Re: [PATCH 4/5] nvme-pci: simplify nvme_setup_irqs() via .setup_affinity callback

From: Ming Lei
Date: Sun Feb 10 2019 - 22:58:28 EST


On Sun, Feb 10, 2019 at 05:39:20PM +0100, Thomas Gleixner wrote:
> On Fri, 25 Jan 2019, Ming Lei wrote:
>
> > Use the callback of .setup_affinity() to re-caculate number
> > of queues, and build irqs affinity with help of irq_build_affinity().
> >
> > Then nvme_setup_irqs() gets simplified a lot.
>
> I'm pretty sure you can achieve the same by reworking the core code without
> that callback.

Could you share the idea a bit? As I mentioned, the re-distribution
needs driver's knowledge.

>
> > + /* Fill out vectors at the beginning that don't need affinity */
> > + for (curvec = 0; curvec < affd->pre_vectors; curvec++)
> > + cpumask_copy(&masks[curvec].mask, cpu_possible_mask);
>
> cpu_possible_mask is wrong. Why are you deliberately trying to make this
> special? There is absolutely no reason to do so.

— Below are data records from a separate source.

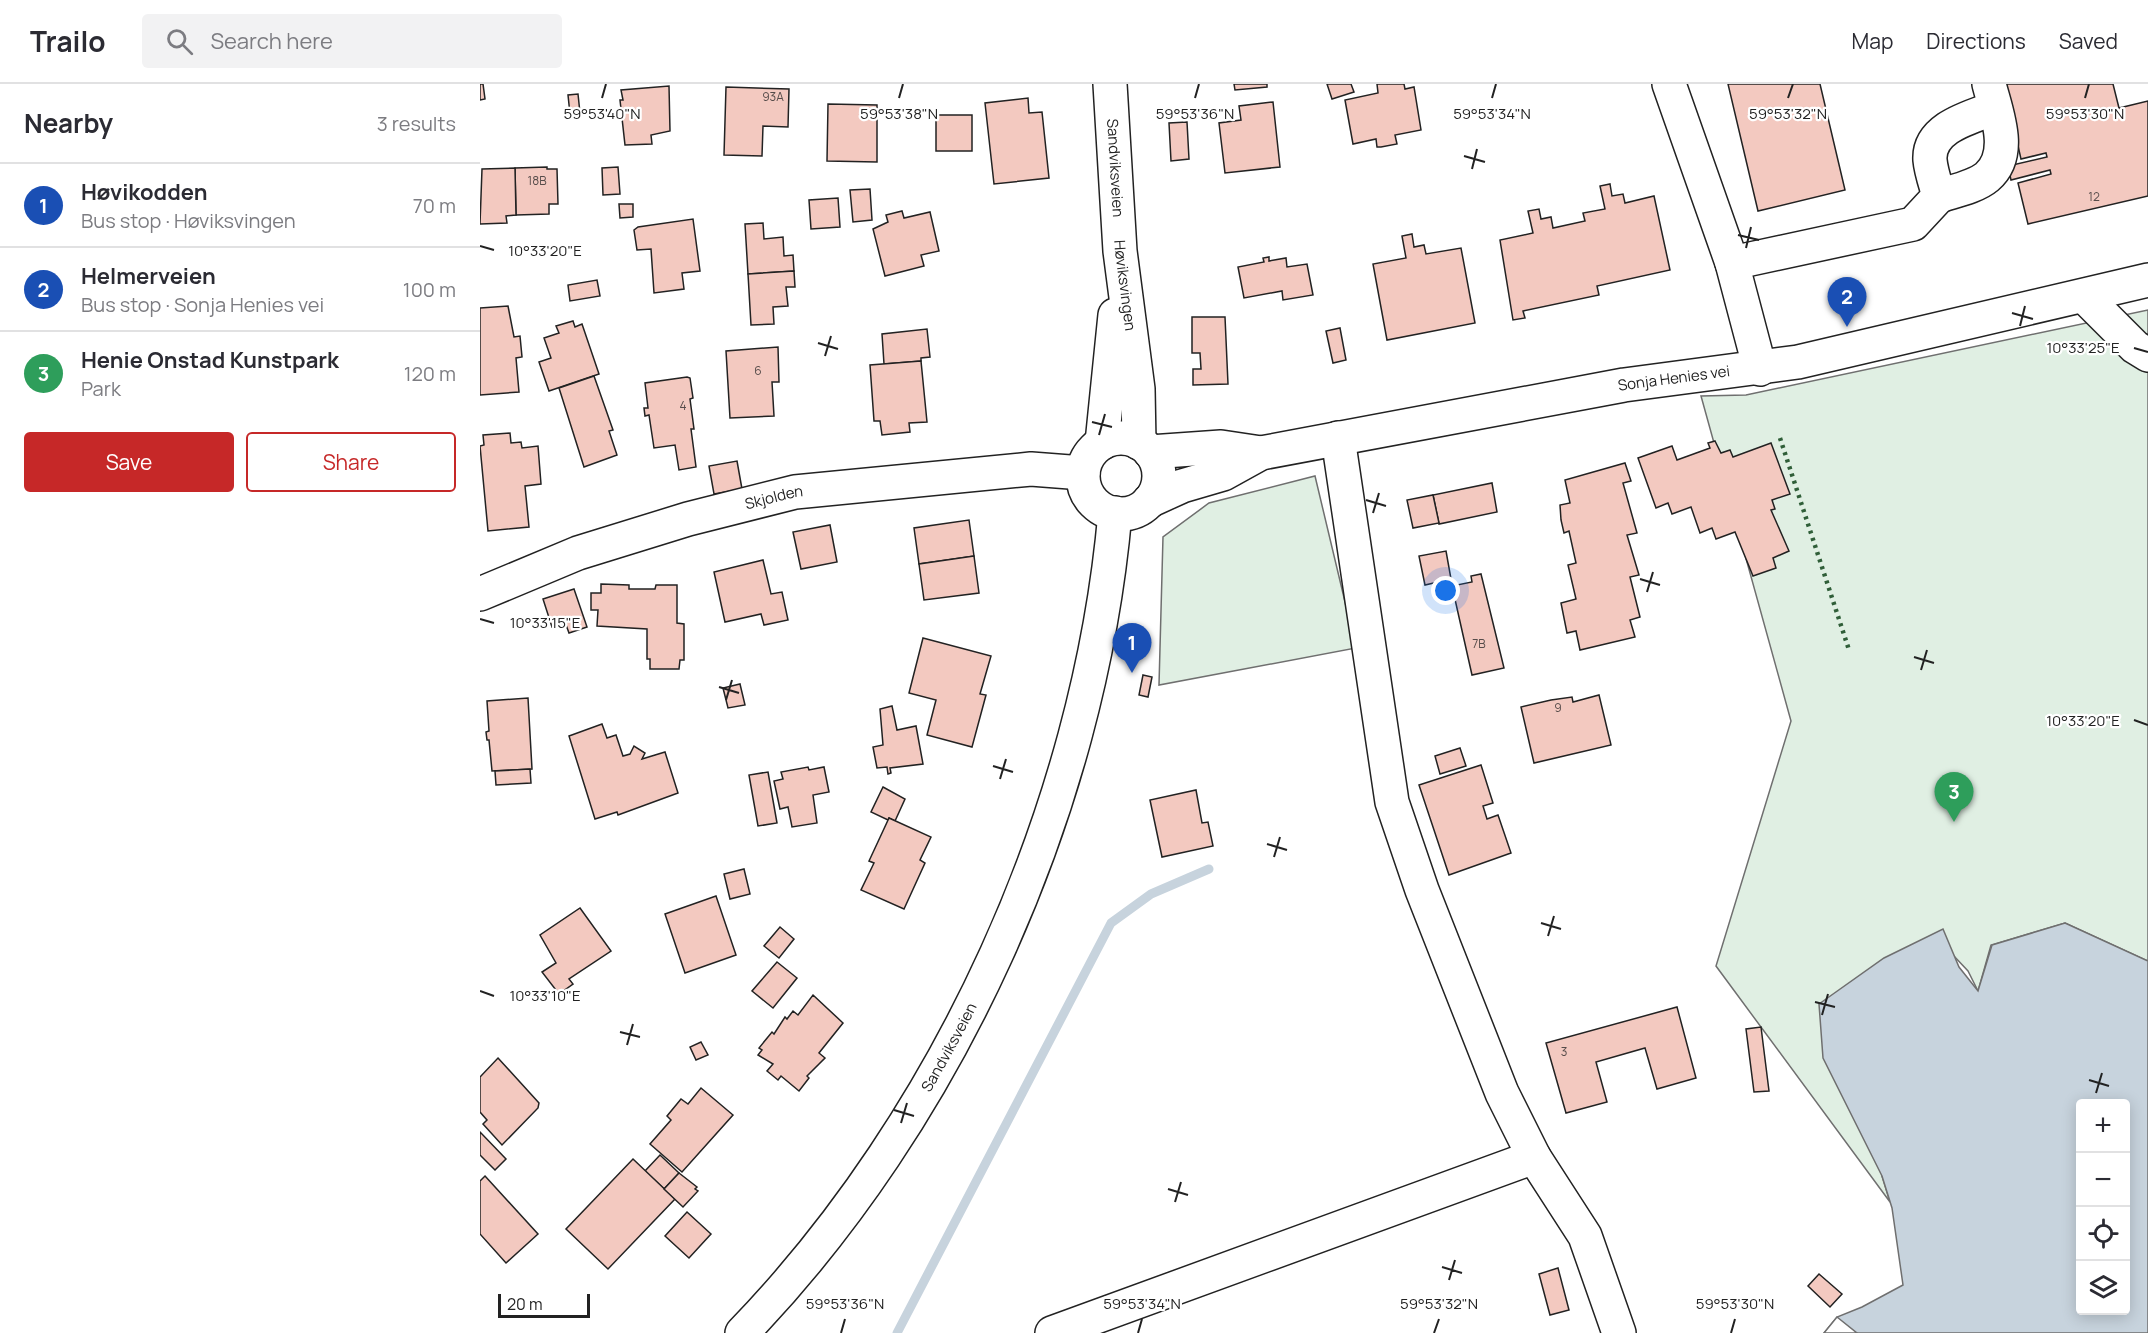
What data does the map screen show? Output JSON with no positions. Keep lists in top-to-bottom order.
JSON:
{
  "streets": {
    "street": [
      "Sandviksveien",
      "Høviksvingen",
      "Sonja Henies vei",
      "Skjolden"
    ]
  },
  "crossings": [
    ["Sandviksveien", "Høviksvingen"],
    ["Sandviksveien", "Sonja Henies vei"],
    ["Sandviksveien", "Skjolden"],
    ["Høviksvingen", "Sonja Henies vei"],
    ["Høviksvingen", "Skjolden"],
    ["Sonja Henies vei", "Skjolden"]
  ],
  "house_numbers": [
    "93A",
    "18B",
    "12",
    "6",
    "4",
    "7B",
    "9",
    "3"
  ],
  "scale_bar": "20 m",
  "page": {
    "header": "Trailo",
    "search": "Search here",
    "nav": ["Map", "Directions", "Saved"],
    "heading": ["Nearby", "3 results"],
    "list": [
      {
        "mark": "1",
        "name": "Høvikodden",
        "note": "Bus stop · Høviksvingen",
        "value": "70 m"
      },
      {
        "mark": "2",
        "name": "Helmerveien",
        "note": "Bus stop · Sonja Henies vei",
        "value": "100 m"
      },
      {
        "mark": "3",
        "name": "Henie Onstad Kunstpark",
        "note": "Park",
        "value": "120 m"
      }
    ],
    "pins": ["2", "1", "3"],
    "buttons": ["Save", "Share"],
    "map_buttons": ["+", "−"],
    "scale": "20 m"
  },
  "coordinates": [
    "59°53'40\"N",
    "59°53'38\"N",
    "59°53'36\"N",
    "59°53'34\"N",
    "59°53'32\"N",
    "59°53'30\"N",
    "10°33'20\"E",
    "10°33'25\"E",
    "10°33'15\"E",
    "10°33'10\"E"
  ]
}
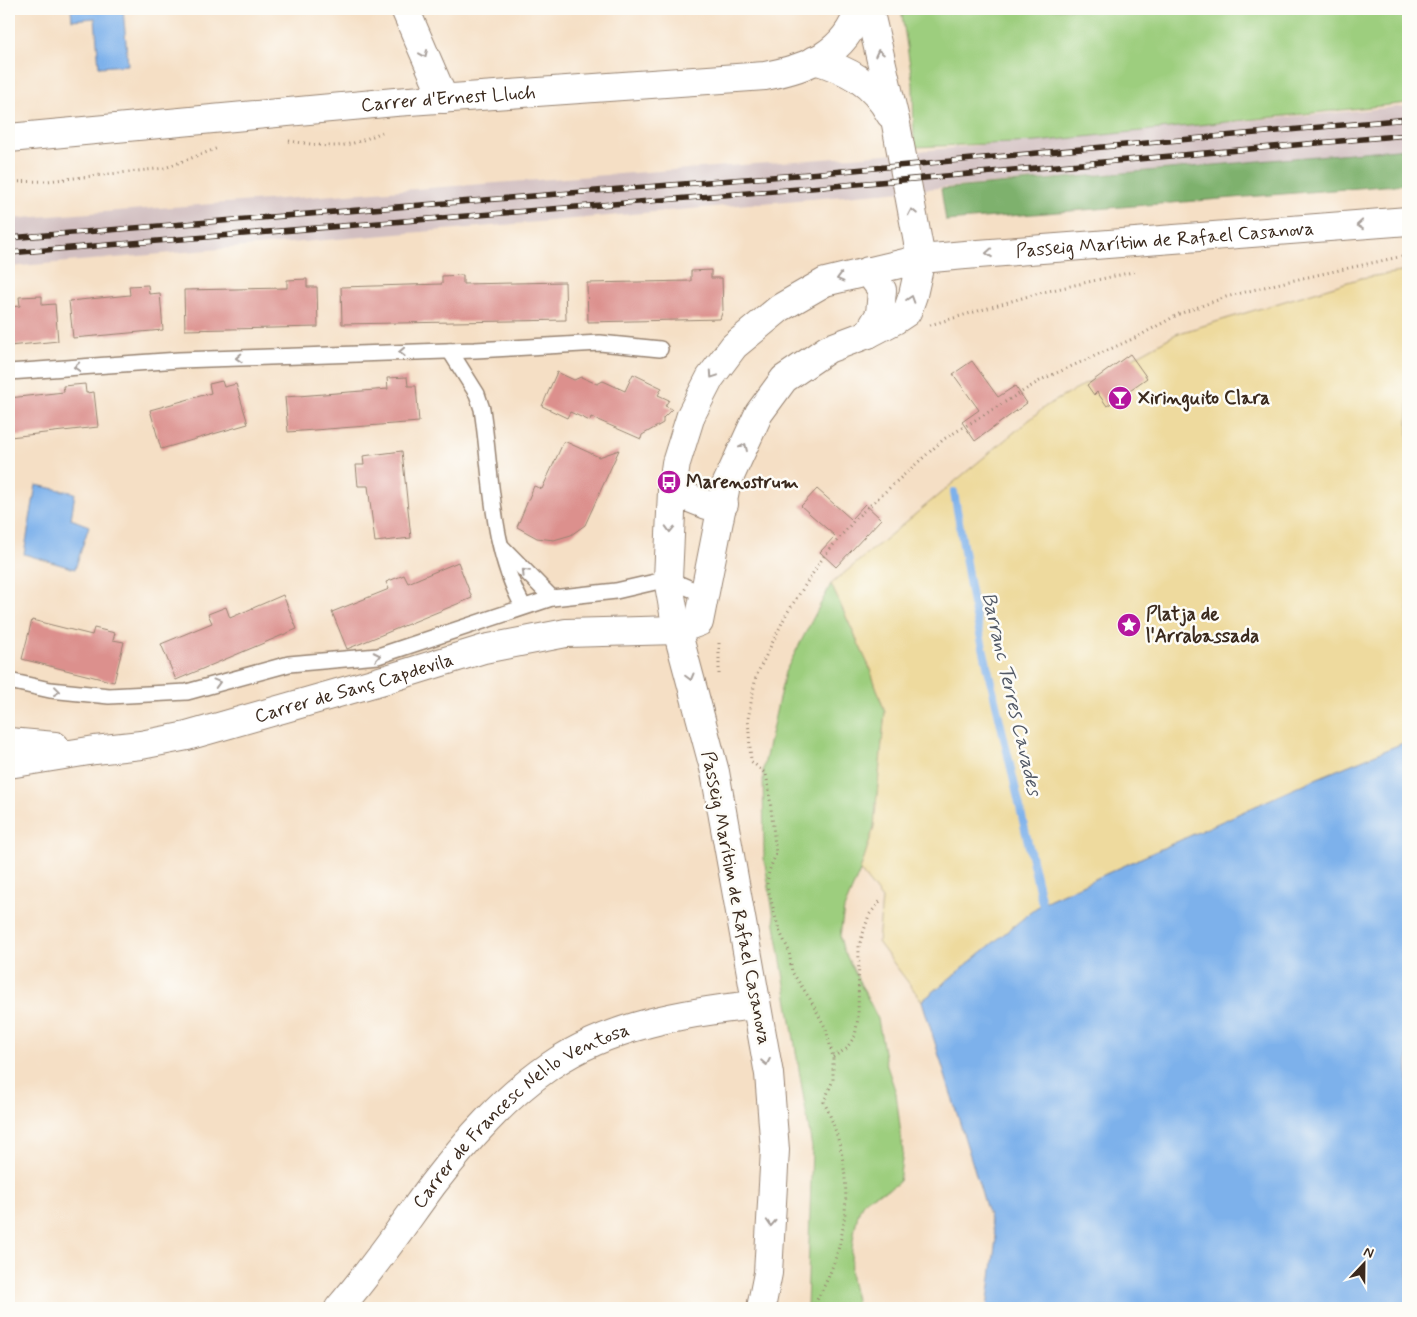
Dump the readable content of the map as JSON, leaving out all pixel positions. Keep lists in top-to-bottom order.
{
  "streets": {
    "street": [
      "Carrer d'Ernest Lluch",
      "Passeig Marítim de Rafael Casanova",
      "Carrer de Sanç Capdevila",
      "Carrer de Francesc Nel·lo Ventosa"
    ]
  },
  "crossings": [
    ["Passeig Marítim de Rafael Casanova", "Carrer de Sanç Capdevila"],
    ["Passeig Marítim de Rafael Casanova", "Carrer de Francesc Nel·lo Ventosa"]
  ],
  "water": ["Barranc Terres Cavades"],
  "places": {
    "bar": ["Xiringuito Clara"],
    "bus stop": ["Marenostrum"],
    "place": ["Platja de l'Arrabassada"]
  },
  "north": "top"
}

It is just for avoiding to export 'irq_default_affinity'.

>
> These interrupts are not managed and therefore the initial affinity has to
> be irq_default_affinity. Setting them to cpu_possible_mask can and probably
> will evade a well thought out default affinity mask, which was set to
> isolate a set of cores from general purpose interrupts.
>
> This is exactly the thing which happens with driver special stuff and which
> needs to be avoided. There is nothing special about this NVME setup and
> yes, I can see why the current core code is a bit tedious to work with, but
> that does not justify that extra driver magic by any means.

OK, thanks for your explanation.

Thanks,
Ming